Below are some entries; set them all down exactly.

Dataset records
══════════
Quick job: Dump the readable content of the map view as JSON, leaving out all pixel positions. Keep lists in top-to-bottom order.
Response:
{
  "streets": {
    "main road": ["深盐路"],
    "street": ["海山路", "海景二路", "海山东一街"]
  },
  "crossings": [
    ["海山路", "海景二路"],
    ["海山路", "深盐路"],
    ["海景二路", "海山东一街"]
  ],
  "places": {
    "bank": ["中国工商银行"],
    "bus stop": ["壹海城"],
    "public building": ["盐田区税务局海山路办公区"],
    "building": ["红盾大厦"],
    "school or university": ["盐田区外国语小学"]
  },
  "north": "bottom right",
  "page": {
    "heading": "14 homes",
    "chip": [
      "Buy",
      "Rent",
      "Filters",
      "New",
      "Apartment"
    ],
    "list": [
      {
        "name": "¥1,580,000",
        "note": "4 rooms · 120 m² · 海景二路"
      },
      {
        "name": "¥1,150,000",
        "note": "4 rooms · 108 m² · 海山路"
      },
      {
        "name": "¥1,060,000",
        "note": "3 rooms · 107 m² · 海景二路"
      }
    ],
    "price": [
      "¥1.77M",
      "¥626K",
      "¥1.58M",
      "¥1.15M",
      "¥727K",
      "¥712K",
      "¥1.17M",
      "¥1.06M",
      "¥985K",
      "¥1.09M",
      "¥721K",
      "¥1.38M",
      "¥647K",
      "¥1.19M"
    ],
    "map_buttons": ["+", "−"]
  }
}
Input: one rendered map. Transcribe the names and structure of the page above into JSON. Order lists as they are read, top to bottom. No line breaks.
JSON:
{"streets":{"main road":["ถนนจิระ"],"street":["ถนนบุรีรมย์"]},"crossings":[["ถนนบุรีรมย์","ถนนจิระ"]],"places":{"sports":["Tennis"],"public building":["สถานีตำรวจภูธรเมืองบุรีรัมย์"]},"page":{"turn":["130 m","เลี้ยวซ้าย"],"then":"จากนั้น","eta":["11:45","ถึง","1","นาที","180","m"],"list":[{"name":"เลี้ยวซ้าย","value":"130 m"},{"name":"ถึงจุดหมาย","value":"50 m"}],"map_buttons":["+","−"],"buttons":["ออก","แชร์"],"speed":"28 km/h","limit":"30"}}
══════════
_Response_:
Quick job: Dump the readable content of the map view as JSON, leaving out all pixel positions. Keep lists in top-to-bottom order.
Response:
{
  "streets": {
    "main road": ["深盐路"],
    "street": ["海山路", "海景二路", "海山东一街"]
  },
  "crossings": [
    ["海山路", "海景二路"],
    ["海山路", "深盐路"],
    ["海景二路", "海山东一街"]
  ],
  "places": {
    "bank": ["中国工商银行"],
    "bus stop": ["壹海城"],
    "public building": ["盐田区税务局海山路办公区"],
    "building": ["红盾大厦"],
    "school or university": ["盐田区外国语小学"]
  },
  "north": "bottom right",
  "page": {
    "heading": "14 homes",
    "chip": [
      "Buy",
      "Rent",
      "Filters",
      "New",
      "Apartment"
    ],
    "list": [
      {
        "name": "¥1,580,000",
        "note": "4 rooms · 120 m² · 海景二路"
      },
      {
        "name": "¥1,150,000",
        "note": "4 rooms · 108 m² · 海山路"
      },
      {
        "name": "¥1,060,000",
        "note": "3 rooms · 107 m² · 海景二路"
      }
    ],
    "price": [
      "¥1.77M",
      "¥626K",
      "¥1.58M",
      "¥1.15M",
      "¥727K",
      "¥712K",
      "¥1.17M",
      "¥1.06M",
      "¥985K",
      "¥1.09M",
      "¥721K",
      "¥1.38M",
      "¥647K",
      "¥1.19M"
    ],
    "map_buttons": ["+", "−"]
  }
}
Input: one rendered map. Transcribe the names and structure of the page above into JSON. Order lists as they are read, top to bottom. No line breaks.
JSON:
{"streets":{"main road":["ถนนจิระ"],"street":["ถนนบุรีรมย์"]},"crossings":[["ถนนบุรีรมย์","ถนนจิระ"]],"places":{"sports":["Tennis"],"public building":["สถานีตำรวจภูธรเมืองบุรีรัมย์"]},"page":{"turn":["130 m","เลี้ยวซ้าย"],"then":"จากนั้น","eta":["11:45","ถึง","1","นาที","180","m"],"list":[{"name":"เลี้ยวซ้าย","value":"130 m"},{"name":"ถึงจุดหมาย","value":"50 m"}],"map_buttons":["+","−"],"buttons":["ออก","แชร์"],"speed":"28 km/h","limit":"30"}}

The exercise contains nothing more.